A Washington medical malpractice plaintiff who was diagnosed with an Achilles tendon tear months after undergoing total knee replacement surgery by the defendant surgeon appealed a jury verdict in favor of the defendant, arguing, in part, that the trial court erred in proving the jury with the so-called “no guarantee” instruction.
The Underlying Facts
Victor Borst sued Dr. Patrick Lynch for medical negligence after an MRI revealed a torn Achilles tendon following knee replacement surgery. Approximately two months after surgery, Mr. Borst told one of his physical therapists that he had been experiencing pain in his right Achilles tendon since the surgery but that it had lessened in the last week. This was the first documentation of any problems with Mr. Borst’s Achilles tendon. Three months after surgery, Mr. Borst told Dr. Lynch that he had been experiencing Achilles pain since the surgery. Dr. Lynch made a note that the Achilles might have been torn due to the foot’s position during surgery. This notation became the impetus of Mr. Borst’s lawsuit against Dr. Lynch. A subsequent MRI showed Achilles tendinosis with a small tear.
Washington Pattern Jury Instruction 105.07
WPI 105.07 No Guarantee—Poor Result states: [A(fill in type of health care provider)does not guarantee the results of his or her care and treatment.] [A poor medical result is not, by itself, evidence of negligence.]
The trial court instructed the jury that “[a]n orthopedic surgeon does not guarantee the results of his care and treatment. A poor medical result is not, by itself, evidence of negligence.”

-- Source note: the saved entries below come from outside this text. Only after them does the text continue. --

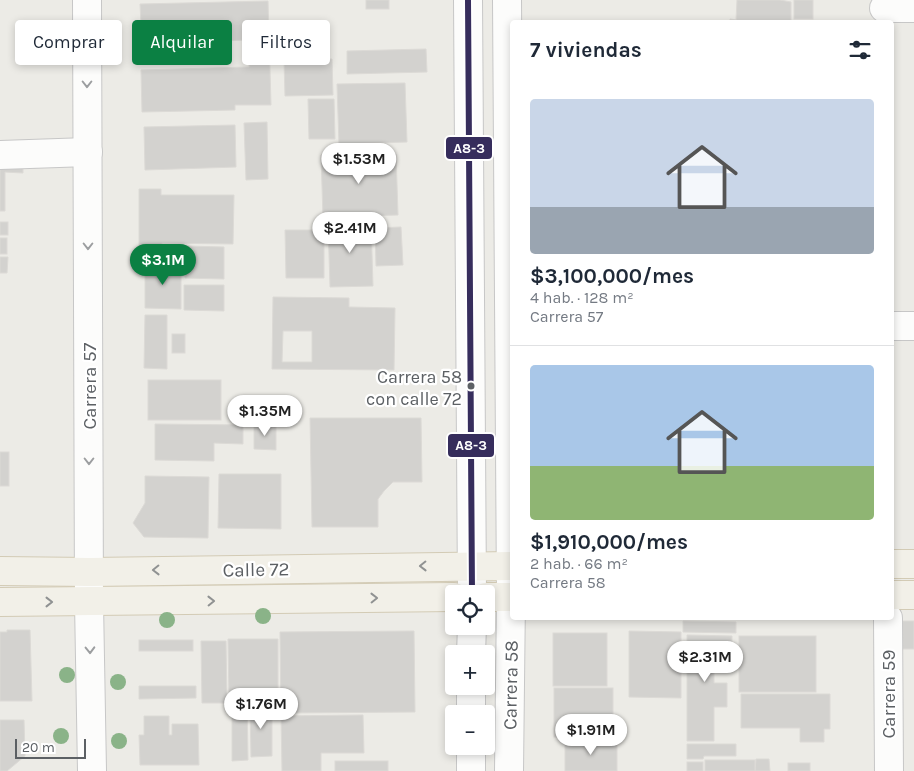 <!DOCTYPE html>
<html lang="es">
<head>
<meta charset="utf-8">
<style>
  :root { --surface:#fff; --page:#f2f2f3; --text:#1f2937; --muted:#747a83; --line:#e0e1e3; --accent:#0b8043 }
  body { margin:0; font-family:Karla,sans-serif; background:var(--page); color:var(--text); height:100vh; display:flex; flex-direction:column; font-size:19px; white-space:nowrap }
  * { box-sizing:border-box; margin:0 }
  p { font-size:16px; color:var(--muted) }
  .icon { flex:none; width:28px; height:28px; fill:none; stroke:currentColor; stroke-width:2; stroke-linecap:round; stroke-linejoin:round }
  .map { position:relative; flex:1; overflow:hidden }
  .sheet { position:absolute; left:510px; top:20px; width:384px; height:600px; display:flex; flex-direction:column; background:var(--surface); border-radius:5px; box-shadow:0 2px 8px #0003 }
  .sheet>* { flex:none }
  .banner { position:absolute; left:15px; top:20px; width:420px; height:45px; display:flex; gap:10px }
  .tools { position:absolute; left:445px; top:585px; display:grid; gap:10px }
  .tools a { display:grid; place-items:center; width:50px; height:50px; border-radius:5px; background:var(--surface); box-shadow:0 2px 8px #0003; font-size:25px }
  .scale { position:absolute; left:15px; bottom:12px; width:71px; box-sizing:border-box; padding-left:5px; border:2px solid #5c6064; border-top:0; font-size:14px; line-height:18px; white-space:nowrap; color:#5c6064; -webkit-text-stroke:4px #fff; paint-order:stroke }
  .price { position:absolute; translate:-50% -42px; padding:0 11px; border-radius:18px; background:#fff; color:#222; font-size:16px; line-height:32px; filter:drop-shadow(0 1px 2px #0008) }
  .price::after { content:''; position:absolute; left:50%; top:30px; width:15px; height:11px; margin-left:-8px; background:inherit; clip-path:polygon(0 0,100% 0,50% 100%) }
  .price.selected { background:var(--accent); color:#fff }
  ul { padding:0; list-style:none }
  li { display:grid; align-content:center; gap:10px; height:265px; padding:0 20px }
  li+li { border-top:1px solid var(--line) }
  li span { display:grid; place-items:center; height:155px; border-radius:5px; color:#555 }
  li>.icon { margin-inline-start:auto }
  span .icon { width:90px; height:90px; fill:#fffc; stroke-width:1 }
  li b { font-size:21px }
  h2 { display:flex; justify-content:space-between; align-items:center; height:60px; padding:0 20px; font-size:21px }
  .chip { padding:0 18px; border-radius:5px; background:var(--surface); box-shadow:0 2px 8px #0003; font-size:18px; line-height:45px }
  .chip.selected { background:var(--accent); color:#fff }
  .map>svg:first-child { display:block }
  .building { fill:#d3d2cf; stroke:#dcdad6; fill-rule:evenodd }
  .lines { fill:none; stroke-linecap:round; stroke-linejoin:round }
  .minor-casing { stroke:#c7c7c7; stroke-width:30 }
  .major-casing { stroke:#d3cbb5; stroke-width:30 }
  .minor { stroke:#fcfcfb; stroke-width:28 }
  .major { stroke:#f2f0e8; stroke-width:28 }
  .bus-1-casing { stroke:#fff; stroke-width:10 }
  .bus-1 { stroke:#362d5c; stroke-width:6 }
  .tree { fill:#8ab388 }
  .oneway { stroke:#9c9ea0 }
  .oneway2 { stroke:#909292 }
  .bus-dot { fill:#5c6064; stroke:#fff; stroke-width:2 }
  .labels { text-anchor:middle; stroke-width:4.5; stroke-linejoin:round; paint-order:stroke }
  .bus-label { font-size:18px; fill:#5c6064; stroke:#fff; text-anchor:end }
  .street-label { font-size:19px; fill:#5c6064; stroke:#fff }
  .line-badge { stroke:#fff; stroke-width:2 }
  .badge-label { font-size:14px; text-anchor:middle; font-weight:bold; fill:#fff }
</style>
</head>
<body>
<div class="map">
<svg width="914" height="771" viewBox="0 0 914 771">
  <rect width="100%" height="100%" fill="#ecebe6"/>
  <g class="building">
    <rect x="366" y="0" width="23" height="9"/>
    <path d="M737,0H780L791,2V22H730V19L736,20Z"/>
    <rect x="794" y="0" width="19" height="19"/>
    <path d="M268,1L271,105H235V110L142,112L141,70L249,67V40L142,43L140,4Z"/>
    <path d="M426,49L427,72L347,74V51Z"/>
    <path d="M332,59L333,95L285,96L284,60Z"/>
    <path d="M405,83L407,142L339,144L337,84Z"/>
    <path d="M308,99H334L335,139H309Z"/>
    <path d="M267,122L268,179L246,180L244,123Z"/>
    <path d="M235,125L236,167L145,170L144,127Z"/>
    <path d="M396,154L398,215L323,217L321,155Z"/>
    <path d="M0,159H23V173L5,172V211H0Z"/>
    <path d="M139,189H161V195H234L233,244L162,243V248H139Z"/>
    <rect x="0" y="222" width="8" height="13"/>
    <path d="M371,222L373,286L330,287L328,223Z"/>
    <path d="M401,227L403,265L376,266L375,228Z"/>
    <path d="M285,230H324V278H286Z"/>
    <rect x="0" y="238" width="7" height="16"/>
    <path d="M185,246L224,247V279L185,278Z"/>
    <path d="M0,257H8L7,273H0Z"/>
    <path d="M145,262L181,263V309L145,308Z"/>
    <path d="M184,285H224V311L184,310Z"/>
    <path d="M273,297L349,298V307L395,308L394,370L272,369ZM283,331H312V362H282Z"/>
    <path d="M145,315H167V369L144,368Z"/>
    <rect x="172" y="334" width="13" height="19"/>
    <rect x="148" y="380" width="73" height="40"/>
    <path d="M310,418H421L422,482H393L384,491L378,499V527H312Z"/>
    <path d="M155,424L243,425V444L214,443V461L155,460Z"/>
    <path d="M254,425H276V450L254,449Z"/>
    <rect x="0" y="452" width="9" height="34"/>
    <path d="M219,474H281V529L218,528Z"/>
    <path d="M145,476L209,477L208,538L144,537L133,523L145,503Z"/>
    <path d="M683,621L736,622V633L683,632Z"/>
    <rect x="901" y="621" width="13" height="28"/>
    <path d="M7,630H30L32,701H0V632H7Z"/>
    <path d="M414,631L415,712L281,713L280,632Z"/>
    <path d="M629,631L681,632V698L629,697Z"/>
    <rect x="553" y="633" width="54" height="53"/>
    <path d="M687,635L732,636L731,665H714V683H727V707H714V741H687Z"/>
    <rect x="739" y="636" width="77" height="56"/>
    <path d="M228,639H278V698L229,699Z"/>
    <rect x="139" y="640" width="54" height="11"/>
    <path d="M201,641H226L227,703H202Z"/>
    <path d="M139,686H196V698L139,699Z"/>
    <rect x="554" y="688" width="59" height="49"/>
    <path d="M741,694H830V729H824V742H800V728H741Z"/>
    <path d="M247,703L248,760L232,761V704Z"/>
    <path d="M250,704H272V756L251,757Z"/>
    <path d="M363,715L364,753H321V771H282L281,716Z"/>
    <path d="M144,716H169V735H172V724H198L199,765H140L139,735H144Z"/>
    <path d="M0,720H24L25,756L7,771H0Z"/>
    <rect x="565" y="740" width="52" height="31"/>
    <path d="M687,744H736V756H704L703,759H687Z"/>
    <path d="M756,759H769L770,771H755Z"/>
    <rect x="705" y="760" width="50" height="11"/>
    <rect x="335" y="761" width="53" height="10"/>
    <rect x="687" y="762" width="16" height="9"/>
    <rect x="788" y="763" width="22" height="8"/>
  </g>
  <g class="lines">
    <defs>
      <g id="minor">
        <path d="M87,0L89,602L92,771"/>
        <path d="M468,0L472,594"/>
        <path d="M507,0L511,597L509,771"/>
        <path d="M884,8H914"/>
        <path d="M0,155L88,152"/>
        <path d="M891,326H914"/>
        <path d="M888,618L889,771"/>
        <path d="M471,654L472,626"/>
        <path d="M471,714V686"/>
        <path d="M471,771V746"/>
      </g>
      <g id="major">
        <path d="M891,564H914"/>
        <path d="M0,571L90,572L512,566"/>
        <path d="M891,595H914"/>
        <path d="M486,597H512"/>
        <path d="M0,602L454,597"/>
      </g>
    </defs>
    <use href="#minor" class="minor-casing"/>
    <use href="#major" class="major-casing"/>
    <use href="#minor" class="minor"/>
    <use href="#major" class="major"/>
    <defs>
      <path id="bus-1" d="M468,0L472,594"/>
    </defs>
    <use href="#bus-1" class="bus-1-casing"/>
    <use href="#bus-1" class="bus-1"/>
  </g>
  <g class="tree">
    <circle cx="263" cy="616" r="8"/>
    <circle cx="167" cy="620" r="8"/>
    <circle cx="67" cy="675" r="8"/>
    <circle cx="118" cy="682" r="8"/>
    <circle cx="61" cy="736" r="8"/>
    <circle cx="119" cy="741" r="8"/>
  </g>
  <defs><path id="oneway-chevron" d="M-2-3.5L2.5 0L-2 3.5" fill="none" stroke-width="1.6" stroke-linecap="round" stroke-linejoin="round" transform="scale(1.25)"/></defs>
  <g class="oneway">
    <use href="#oneway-chevron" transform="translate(87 84) rotate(90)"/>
    <use href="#oneway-chevron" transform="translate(88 246) rotate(90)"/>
    <use href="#oneway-chevron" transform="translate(89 461) rotate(90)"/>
    <use href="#oneway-chevron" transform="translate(90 650) rotate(89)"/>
  </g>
  <g class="oneway2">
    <use href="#oneway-chevron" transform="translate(423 566) rotate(179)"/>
    <use href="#oneway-chevron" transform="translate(156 570) rotate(179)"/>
    <use href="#oneway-chevron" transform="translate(374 598) rotate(-1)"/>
    <use href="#oneway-chevron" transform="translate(211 601) rotate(-1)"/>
    <use href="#oneway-chevron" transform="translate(49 602)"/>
  </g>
  <circle class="bus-dot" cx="471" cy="386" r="4.5"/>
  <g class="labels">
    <g class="bus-label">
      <text x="462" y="383">Carrera 58<tspan x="462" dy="22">con calle 72</tspan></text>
    </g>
    <g class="street-label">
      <text transform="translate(89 386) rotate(-90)" y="7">Carrera 57</text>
      <text transform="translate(256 569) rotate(-1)" y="7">Calle 72</text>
      <text transform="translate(510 685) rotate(-89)" y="7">Carrera 58</text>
      <text transform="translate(888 694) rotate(-90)" y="7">Carrera 59</text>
    </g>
  </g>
  <g class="line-badge">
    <rect x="445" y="136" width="48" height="24" rx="5" fill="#362d5c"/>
    <rect x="447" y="433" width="48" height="25" rx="5" fill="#362d5c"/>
  </g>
  <g class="badge-label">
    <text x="469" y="153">A8-3</text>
    <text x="471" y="450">A8-3</text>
  </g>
</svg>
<div class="tools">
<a><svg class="icon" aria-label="locate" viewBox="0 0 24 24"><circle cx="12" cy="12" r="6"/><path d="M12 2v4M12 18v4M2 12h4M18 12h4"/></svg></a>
<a>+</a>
<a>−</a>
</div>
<div class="scale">20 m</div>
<b class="price" style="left:359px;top:185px">$1.53M</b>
<b class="price" style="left:350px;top:254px">$2.41M</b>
<b class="price selected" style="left:163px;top:286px">$3.1M</b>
<b class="price" style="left:265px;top:437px">$1.35M</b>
<b class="price" style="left:705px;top:683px">$2.31M</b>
<b class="price" style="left:261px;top:730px">$1.76M</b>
<b class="price" style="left:591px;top:756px">$1.91M</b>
<div class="banner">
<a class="chip">Comprar</a>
<a class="chip selected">Alquilar</a>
<a class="chip">Filtros</a>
</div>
<section class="sheet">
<h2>7 viviendas<svg class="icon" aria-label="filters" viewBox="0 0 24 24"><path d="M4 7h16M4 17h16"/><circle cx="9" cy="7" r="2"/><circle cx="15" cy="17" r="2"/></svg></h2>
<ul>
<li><span style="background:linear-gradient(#c9d6e8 70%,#9aa5b1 0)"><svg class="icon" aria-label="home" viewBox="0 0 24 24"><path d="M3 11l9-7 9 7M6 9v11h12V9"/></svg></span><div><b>$3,100,000/mes</b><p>4 hab. · 128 m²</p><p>Carrera 57</p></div></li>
<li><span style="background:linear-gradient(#a9c7e8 65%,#8fb573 0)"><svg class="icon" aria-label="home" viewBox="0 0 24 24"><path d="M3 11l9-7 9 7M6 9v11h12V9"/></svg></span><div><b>$1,910,000/mes</b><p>2 hab. · 66 m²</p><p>Carrera 58</p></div></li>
</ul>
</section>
</div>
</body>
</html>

Mr. Borst contended that the evidence did not support giving the “no guarantee” instruction because the parties in this case agreed that the knee surgery was successful. Instead, the issue at trial was whether, during this surgery, Dr. Lynch placed Mr. Borst’s leg and foot in a position that caused his Achilles injury. Thus, there was no evidence to support a jury instruction that suggested an unexpected result from the surgery.

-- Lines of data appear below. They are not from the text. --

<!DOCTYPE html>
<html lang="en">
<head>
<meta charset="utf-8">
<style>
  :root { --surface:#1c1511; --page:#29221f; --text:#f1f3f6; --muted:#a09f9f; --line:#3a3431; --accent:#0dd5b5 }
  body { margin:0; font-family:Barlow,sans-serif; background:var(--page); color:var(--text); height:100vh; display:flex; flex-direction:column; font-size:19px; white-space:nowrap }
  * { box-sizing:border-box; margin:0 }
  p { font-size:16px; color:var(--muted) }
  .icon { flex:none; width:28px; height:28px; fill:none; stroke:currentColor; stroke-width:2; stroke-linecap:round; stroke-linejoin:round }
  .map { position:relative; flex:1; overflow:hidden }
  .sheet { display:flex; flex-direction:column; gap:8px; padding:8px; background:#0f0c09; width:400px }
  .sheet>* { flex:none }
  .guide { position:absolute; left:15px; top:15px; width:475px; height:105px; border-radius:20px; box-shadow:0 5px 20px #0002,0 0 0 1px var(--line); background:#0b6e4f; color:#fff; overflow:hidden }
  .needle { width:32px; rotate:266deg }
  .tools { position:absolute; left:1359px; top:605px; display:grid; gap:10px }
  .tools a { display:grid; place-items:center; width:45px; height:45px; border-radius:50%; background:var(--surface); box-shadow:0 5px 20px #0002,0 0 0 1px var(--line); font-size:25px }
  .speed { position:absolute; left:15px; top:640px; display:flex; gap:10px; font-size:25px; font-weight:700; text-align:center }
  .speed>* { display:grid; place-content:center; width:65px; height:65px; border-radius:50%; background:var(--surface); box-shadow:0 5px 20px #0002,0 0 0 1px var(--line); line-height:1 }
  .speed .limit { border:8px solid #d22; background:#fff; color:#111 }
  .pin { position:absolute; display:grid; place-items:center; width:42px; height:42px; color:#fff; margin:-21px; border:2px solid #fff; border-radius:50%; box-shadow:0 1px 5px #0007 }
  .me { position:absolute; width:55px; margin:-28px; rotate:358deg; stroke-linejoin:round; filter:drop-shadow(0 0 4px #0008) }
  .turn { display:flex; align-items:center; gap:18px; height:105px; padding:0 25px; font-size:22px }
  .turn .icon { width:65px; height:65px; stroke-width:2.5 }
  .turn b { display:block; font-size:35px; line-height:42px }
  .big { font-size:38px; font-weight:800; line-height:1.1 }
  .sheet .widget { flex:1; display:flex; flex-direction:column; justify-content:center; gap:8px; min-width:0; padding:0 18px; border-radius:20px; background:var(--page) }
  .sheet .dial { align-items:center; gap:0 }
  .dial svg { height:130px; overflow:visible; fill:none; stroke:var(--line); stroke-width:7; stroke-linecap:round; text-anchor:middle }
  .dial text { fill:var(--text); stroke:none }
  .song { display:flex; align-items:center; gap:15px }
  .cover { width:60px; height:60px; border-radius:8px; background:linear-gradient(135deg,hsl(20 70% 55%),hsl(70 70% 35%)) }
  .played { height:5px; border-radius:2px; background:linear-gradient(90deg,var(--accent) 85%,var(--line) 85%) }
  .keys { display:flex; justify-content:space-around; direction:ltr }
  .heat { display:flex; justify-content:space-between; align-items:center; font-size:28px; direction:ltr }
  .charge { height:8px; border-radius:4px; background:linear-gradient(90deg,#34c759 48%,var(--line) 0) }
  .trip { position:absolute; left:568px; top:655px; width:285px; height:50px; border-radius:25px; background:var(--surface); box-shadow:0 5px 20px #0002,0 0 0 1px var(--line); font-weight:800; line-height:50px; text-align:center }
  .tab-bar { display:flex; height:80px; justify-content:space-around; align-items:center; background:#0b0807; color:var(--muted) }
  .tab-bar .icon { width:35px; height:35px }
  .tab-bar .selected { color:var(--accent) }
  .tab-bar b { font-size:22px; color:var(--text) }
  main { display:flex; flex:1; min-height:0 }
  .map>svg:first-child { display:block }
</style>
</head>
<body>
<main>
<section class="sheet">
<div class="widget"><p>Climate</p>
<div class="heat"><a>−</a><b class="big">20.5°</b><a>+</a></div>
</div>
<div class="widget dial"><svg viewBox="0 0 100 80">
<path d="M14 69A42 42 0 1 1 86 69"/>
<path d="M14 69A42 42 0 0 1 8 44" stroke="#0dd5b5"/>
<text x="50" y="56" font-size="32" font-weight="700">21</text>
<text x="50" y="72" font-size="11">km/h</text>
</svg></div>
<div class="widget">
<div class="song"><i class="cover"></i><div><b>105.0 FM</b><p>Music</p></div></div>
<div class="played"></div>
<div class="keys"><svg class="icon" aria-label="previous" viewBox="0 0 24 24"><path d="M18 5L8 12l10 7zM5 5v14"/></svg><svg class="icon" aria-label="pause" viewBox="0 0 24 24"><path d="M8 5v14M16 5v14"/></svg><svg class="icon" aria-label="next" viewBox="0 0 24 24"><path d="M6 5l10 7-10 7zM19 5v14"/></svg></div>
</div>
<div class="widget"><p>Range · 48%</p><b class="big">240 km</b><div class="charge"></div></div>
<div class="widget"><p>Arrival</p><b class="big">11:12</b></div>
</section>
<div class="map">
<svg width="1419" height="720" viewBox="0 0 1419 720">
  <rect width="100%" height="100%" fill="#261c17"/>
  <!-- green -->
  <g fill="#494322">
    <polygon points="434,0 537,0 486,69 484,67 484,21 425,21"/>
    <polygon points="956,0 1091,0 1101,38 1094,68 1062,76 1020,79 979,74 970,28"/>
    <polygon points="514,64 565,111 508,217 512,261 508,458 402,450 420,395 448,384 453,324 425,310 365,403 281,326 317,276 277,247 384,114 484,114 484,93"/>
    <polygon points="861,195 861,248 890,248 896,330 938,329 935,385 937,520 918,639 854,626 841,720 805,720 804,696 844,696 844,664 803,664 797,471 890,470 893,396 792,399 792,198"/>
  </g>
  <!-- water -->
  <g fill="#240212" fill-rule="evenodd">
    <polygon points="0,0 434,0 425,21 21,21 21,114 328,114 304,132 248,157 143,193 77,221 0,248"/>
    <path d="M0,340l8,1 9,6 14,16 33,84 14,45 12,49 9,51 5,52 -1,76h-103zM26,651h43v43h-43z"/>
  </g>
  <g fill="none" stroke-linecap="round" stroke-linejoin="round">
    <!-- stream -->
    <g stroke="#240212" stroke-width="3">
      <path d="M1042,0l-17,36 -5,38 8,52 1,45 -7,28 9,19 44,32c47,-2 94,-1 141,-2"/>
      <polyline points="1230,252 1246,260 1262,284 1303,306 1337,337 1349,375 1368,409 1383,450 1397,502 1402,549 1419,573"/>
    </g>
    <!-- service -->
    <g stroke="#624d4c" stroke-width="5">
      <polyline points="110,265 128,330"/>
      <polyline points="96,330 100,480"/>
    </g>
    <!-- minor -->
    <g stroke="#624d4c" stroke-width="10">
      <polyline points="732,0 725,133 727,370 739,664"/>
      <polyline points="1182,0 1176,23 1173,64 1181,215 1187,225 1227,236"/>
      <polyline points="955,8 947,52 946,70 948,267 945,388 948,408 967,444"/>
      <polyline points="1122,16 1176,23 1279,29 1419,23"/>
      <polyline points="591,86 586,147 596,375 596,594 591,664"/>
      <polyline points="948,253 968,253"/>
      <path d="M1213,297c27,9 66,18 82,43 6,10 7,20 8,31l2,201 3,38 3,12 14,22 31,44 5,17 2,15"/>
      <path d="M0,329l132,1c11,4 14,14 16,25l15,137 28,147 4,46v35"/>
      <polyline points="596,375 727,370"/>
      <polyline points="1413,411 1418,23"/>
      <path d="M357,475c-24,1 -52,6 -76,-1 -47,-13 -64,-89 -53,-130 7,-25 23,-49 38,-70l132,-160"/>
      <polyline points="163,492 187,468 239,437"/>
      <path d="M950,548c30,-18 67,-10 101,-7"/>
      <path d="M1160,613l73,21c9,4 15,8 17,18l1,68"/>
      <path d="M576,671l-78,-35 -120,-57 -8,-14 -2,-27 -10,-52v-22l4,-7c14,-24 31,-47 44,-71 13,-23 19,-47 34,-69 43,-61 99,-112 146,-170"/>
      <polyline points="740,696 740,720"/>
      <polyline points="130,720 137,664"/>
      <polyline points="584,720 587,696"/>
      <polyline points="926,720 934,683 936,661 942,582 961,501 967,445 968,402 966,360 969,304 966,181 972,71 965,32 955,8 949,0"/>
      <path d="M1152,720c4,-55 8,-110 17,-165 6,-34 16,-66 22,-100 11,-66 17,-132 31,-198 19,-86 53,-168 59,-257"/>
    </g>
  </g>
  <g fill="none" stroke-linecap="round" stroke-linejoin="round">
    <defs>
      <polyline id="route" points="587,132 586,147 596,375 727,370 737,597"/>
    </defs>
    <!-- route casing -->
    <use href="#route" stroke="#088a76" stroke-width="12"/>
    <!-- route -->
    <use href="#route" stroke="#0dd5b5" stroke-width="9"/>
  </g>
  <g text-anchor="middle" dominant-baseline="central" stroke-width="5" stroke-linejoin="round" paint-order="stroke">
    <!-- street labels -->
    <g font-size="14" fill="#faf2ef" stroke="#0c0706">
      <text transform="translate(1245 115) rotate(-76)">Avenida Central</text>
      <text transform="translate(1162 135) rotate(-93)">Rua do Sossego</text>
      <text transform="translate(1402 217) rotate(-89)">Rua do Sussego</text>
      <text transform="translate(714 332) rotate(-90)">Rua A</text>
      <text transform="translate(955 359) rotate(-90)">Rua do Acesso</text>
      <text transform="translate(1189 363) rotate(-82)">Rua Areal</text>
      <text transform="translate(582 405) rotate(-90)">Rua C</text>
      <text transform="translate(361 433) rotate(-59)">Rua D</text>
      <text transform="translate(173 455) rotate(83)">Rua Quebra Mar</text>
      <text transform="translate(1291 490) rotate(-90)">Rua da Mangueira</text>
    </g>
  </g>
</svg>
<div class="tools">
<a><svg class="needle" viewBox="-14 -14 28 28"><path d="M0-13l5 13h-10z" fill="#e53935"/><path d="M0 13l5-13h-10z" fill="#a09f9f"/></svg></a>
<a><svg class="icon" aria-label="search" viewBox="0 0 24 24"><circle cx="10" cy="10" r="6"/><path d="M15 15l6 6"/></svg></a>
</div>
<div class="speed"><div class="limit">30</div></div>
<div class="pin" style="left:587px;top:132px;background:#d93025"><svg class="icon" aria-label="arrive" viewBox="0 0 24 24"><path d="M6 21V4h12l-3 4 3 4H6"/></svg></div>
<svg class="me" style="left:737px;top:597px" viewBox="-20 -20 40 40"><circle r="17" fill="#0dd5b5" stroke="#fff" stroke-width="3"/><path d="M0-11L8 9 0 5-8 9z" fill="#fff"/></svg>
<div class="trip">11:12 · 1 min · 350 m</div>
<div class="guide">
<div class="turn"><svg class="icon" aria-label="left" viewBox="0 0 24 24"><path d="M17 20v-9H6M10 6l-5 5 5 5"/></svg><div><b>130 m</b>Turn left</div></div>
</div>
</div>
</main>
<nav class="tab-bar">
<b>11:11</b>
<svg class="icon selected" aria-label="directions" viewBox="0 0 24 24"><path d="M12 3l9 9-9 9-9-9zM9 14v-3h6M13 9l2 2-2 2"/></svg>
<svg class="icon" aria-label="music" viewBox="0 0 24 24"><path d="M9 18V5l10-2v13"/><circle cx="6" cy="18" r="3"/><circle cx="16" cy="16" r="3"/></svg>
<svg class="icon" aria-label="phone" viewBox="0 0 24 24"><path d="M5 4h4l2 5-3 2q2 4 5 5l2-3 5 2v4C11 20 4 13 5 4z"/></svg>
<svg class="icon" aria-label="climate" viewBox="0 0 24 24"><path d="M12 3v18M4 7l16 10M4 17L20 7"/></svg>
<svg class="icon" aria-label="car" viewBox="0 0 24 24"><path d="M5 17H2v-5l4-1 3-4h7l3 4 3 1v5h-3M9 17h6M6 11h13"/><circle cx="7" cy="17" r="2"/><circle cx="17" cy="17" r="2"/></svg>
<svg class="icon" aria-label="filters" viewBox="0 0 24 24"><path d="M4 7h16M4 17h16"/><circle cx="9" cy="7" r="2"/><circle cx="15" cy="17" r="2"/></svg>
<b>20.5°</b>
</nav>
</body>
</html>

Washington Appellate Court Opinion
The Court of Appeals of the State of Washington Division Three (“Washington Appellate Court”) held in its unpublished opinion filed on March 11, 2021: “As Dr. Lynch points out, however, the surgery and physical therapy did have a poor medical result, i.e., an Achilles injury that may not have occurred but for the surgery. This unexpected result was not necessarily the result of negligence. Instead, as provided by the defense experts, the injury could have been a prior existing condition that was unexpectedly aggravated by the surgery and physical therapy. Consequently, the “no guarantee” instruction was supported by the evidence.”
Source Borst v. Lynch, No. 36469-1-III.